Aynı şey Otizmli çocuklar için de geçerli. Çocuğun göz teması yoksa, taklit yoksa, sıra alma yoksa, elimdekinin bardak oluğunu bilmiyorsa, ben bardak dedğimde elimdeki bardağı gösteremiyorsa, çocuğun önce özel eğitimclerle çalışması gerekiyor.
Elçin Santırcıoğlu kimdir?
2006 yılında Anadolu Üniversitesi Okul Öncesi Öğretmenliği Bölümü’nden mezun olan Elçin Santırcıoğlu, 2009 yılında Anadolu Üniversitesi Dil ve Konuşma Terapistliği Yüksek Lisans Programı’nı tamamlayıp “Uzman Dil ve Konuşma Terapisti” ünvanı almıştır.
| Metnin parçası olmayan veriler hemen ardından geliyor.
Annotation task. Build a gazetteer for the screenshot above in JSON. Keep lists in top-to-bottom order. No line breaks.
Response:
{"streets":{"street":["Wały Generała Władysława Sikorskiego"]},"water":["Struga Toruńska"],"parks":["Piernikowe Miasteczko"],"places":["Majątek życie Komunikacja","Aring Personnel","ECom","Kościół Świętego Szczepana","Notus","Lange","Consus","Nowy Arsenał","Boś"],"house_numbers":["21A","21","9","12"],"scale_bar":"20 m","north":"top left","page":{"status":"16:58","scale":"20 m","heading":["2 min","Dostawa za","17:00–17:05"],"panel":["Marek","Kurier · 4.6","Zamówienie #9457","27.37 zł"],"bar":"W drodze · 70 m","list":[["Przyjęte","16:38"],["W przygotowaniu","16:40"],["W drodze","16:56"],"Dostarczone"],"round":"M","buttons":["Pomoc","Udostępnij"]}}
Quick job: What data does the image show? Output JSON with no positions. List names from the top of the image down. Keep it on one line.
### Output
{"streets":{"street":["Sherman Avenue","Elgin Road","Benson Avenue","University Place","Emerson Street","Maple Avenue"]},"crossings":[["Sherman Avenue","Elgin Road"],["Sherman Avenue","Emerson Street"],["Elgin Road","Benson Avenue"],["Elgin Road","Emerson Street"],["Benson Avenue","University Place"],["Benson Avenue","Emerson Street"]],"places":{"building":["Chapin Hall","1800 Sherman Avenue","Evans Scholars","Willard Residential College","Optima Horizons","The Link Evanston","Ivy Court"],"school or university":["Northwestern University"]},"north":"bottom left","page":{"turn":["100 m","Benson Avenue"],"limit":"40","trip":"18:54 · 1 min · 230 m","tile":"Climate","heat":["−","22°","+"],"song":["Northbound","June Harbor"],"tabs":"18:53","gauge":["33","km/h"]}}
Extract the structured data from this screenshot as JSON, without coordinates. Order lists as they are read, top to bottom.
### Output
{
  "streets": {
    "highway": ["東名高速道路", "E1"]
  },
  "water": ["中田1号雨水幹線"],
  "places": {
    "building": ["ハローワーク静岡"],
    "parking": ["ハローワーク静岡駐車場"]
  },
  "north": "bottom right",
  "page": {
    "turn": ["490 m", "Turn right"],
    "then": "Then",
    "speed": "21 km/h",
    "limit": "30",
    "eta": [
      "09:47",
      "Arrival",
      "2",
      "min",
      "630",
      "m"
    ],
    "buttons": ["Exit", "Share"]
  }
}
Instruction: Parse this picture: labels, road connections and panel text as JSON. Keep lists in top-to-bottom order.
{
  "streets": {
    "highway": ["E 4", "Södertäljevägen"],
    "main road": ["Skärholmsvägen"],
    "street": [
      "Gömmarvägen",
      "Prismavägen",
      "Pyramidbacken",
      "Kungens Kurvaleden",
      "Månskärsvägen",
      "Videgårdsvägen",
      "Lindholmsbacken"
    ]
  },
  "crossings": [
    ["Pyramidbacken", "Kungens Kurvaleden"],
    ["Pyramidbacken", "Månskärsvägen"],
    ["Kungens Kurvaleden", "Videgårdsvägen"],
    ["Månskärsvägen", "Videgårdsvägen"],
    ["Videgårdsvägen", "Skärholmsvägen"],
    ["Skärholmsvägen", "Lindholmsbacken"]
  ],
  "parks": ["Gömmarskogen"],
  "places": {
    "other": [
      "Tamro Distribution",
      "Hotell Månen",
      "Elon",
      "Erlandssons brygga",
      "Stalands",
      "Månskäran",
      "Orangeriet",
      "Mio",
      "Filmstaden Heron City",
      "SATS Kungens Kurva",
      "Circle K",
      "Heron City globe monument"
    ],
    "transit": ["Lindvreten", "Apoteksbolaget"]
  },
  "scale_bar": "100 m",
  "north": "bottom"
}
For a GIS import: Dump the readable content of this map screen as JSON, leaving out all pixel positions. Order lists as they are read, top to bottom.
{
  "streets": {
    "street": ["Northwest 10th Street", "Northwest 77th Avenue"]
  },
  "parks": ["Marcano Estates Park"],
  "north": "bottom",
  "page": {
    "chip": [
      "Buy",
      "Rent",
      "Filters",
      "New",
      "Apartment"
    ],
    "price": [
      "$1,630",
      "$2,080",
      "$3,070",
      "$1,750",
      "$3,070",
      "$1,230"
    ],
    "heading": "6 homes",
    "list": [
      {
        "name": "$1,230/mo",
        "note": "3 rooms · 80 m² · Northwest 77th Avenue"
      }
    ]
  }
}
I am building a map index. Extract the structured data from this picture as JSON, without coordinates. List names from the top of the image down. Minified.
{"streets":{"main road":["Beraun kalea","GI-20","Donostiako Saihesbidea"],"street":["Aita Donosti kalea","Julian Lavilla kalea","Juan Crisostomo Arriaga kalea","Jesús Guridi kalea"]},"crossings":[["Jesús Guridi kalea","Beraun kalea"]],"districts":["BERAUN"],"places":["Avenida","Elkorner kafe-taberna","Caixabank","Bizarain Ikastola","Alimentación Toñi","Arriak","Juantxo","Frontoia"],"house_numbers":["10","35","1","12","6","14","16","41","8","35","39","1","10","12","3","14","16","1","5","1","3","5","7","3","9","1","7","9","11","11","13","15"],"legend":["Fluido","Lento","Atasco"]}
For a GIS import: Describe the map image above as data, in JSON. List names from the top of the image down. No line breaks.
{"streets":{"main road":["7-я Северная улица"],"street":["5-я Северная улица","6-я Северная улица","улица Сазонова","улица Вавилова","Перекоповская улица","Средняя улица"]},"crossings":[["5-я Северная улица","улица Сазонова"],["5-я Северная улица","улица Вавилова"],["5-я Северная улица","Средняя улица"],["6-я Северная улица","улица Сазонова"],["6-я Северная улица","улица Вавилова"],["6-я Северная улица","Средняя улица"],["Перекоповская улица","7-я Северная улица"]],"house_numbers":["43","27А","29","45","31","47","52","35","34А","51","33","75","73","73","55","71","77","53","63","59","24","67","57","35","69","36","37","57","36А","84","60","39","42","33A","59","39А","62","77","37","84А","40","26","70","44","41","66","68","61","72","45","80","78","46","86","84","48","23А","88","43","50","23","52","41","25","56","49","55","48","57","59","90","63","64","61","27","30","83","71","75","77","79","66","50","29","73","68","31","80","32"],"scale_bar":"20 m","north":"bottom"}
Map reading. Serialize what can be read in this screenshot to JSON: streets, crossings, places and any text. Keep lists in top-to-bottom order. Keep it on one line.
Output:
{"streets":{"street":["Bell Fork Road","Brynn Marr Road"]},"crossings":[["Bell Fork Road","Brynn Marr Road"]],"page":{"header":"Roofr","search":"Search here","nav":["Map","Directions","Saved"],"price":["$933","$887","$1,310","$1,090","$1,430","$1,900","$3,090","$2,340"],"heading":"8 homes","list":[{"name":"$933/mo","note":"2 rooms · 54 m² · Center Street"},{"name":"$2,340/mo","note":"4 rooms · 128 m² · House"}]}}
Yüksek Lisans dış stajını Eskişehir Osmangazi Üniversitesi Tıp Fakültesi ; nöroloji servisi, KBB servisi, plastik cerrahi servisi (dudak ve damak yarıklıkları), fizik tedavi ve rehabilitasyon servisi, Florance Nightingale Hastanesi nöroloji servisi yutma bozuklukları,Yeditepe Üniversitesi Hastanesi KBB, Amerika Birleşik Devletleri West Virginia Üniversitesi; kekemelik, takipemi, otizm, zihin engeli, down sendromu ve rett sendromu, sesletim bozuklukları, sesbilgisel bozukluklar, apraksi, dizartri, dudak ve damak yarıklıkları, afazi, ses ve yutma bozukluklarında dil ve konuşma terapisi üzerine gözlemler, ABD Ruby Hospital; yutma bozuklukları, ses bozuklukları ve dudak ve damak yarıklıklarında dil ve konuşma terapisi üzerine gözlem, ABD Health South Hospital afazili hastalarla ilgili gözlem, ABD Therapy Center; kekemelik, otizm,sesletim bozuklukları, sesbilgisel bozukluklar, Down sendromu ve dizartride dil ve konuşma terapisi üzerine gözlem, ABD North Elementary School ; kekemelik, sesletim bozuklukları, sesbilgisel bozukluklar, Down sendromu, otizmde dil ve konuşma terapisi üzerine gözlem, ABD Skyview Elementary School; kekemelik, sesletim bozuklukları, sesbilgisel bozukluklar, Down sendromu, otizmde dil ve konuşma terapisi üzerine gözlem, iç stajını Anadolu Üniversitesi DİLKOM Eğitim Merkezi’nde 400 saat süpervizyon alarak tamamlamıştır. ??Lisans ve Yüksek lisans eğitimi boyunca 7 yıl süreyle otistik ve zihin engelli çocuklarla çalışmalar yürütmüştür.